Your goal
Retype all of the data word for word, without pictures.

Provided data
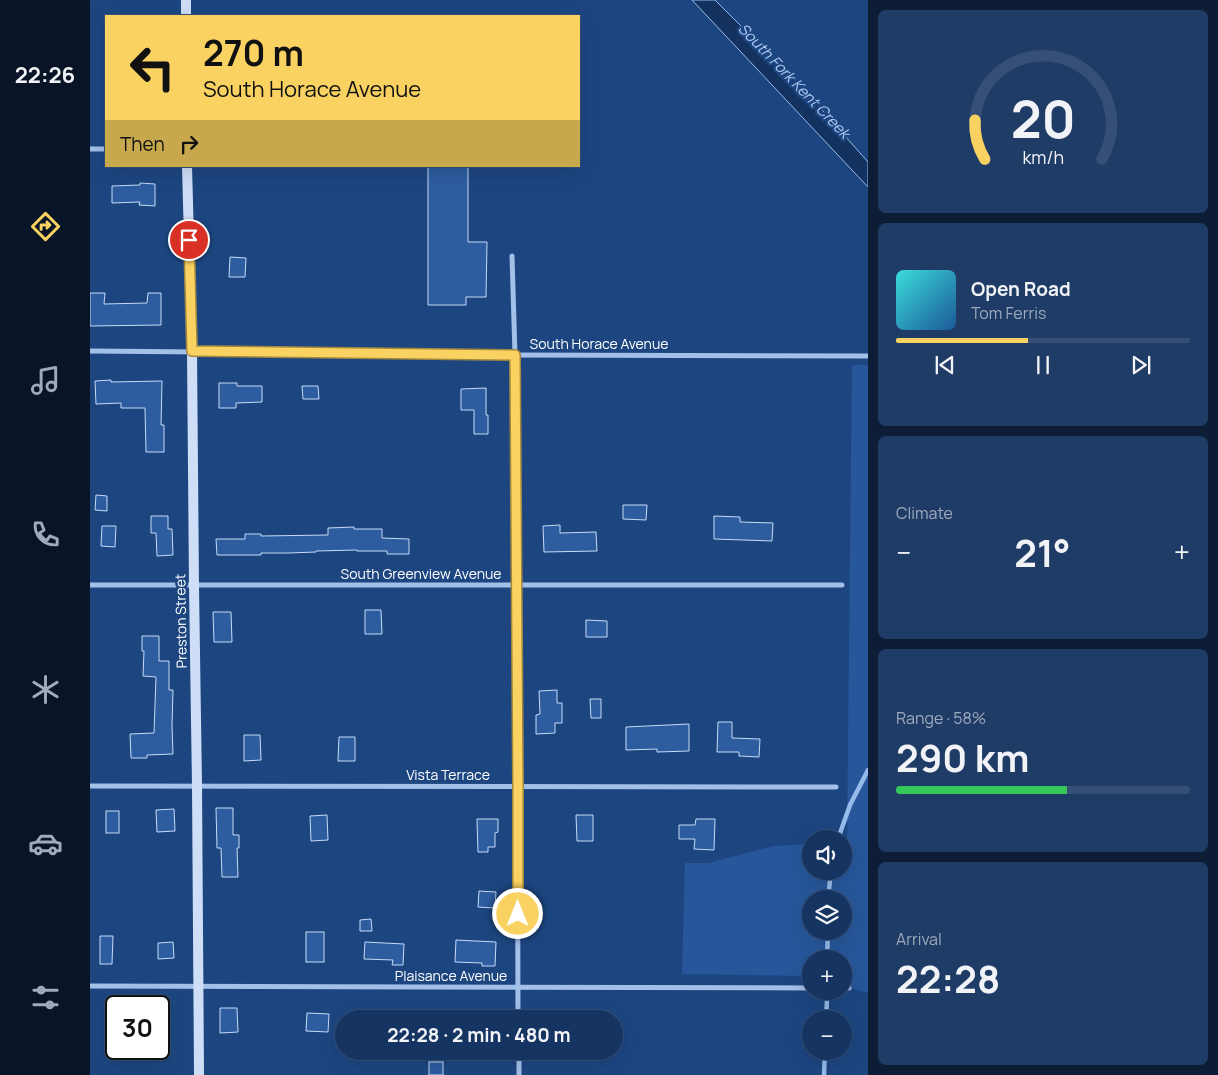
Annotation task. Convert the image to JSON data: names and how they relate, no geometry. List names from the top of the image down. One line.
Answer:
{"streets":{"street":["South Horace Avenue","South Greenview Avenue","Preston Street","Vista Terrace","Plaisance Avenue"]},"crossings":[["South Horace Avenue","Preston Street"],["South Greenview Avenue","Preston Street"],["Preston Street","Vista Terrace"],["Preston Street","Plaisance Avenue"]],"water":["South Fork Kent Creek"],"page":{"tabs":"22:26","turn":["270 m","South Horace Avenue"],"then":"Then","song":["Open Road","Tom Ferris"],"tile":["Climate",["Range · 58%","290 km"],["Arrival","22:28"]],"heat":["−","21°","+"],"map_buttons":["+","−"],"limit":"30","trip":"22:28 · 2 min · 480 m","gauge":["20","km/h"]}}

Result for this exercise
Annotation task. Convert the image to JSON data: names and how they relate, no geometry. List names from the top of the image down. One line.
Answer:
{"streets":{"street":["South Horace Avenue","South Greenview Avenue","Preston Street","Vista Terrace","Plaisance Avenue"]},"crossings":[["South Horace Avenue","Preston Street"],["South Greenview Avenue","Preston Street"],["Preston Street","Vista Terrace"],["Preston Street","Plaisance Avenue"]],"water":["South Fork Kent Creek"],"page":{"tabs":"22:26","turn":["270 m","South Horace Avenue"],"then":"Then","song":["Open Road","Tom Ferris"],"tile":["Climate",["Range · 58%","290 km"],["Arrival","22:28"]],"heat":["−","21°","+"],"map_buttons":["+","−"],"limit":"30","trip":"22:28 · 2 min · 480 m","gauge":["20","km/h"]}}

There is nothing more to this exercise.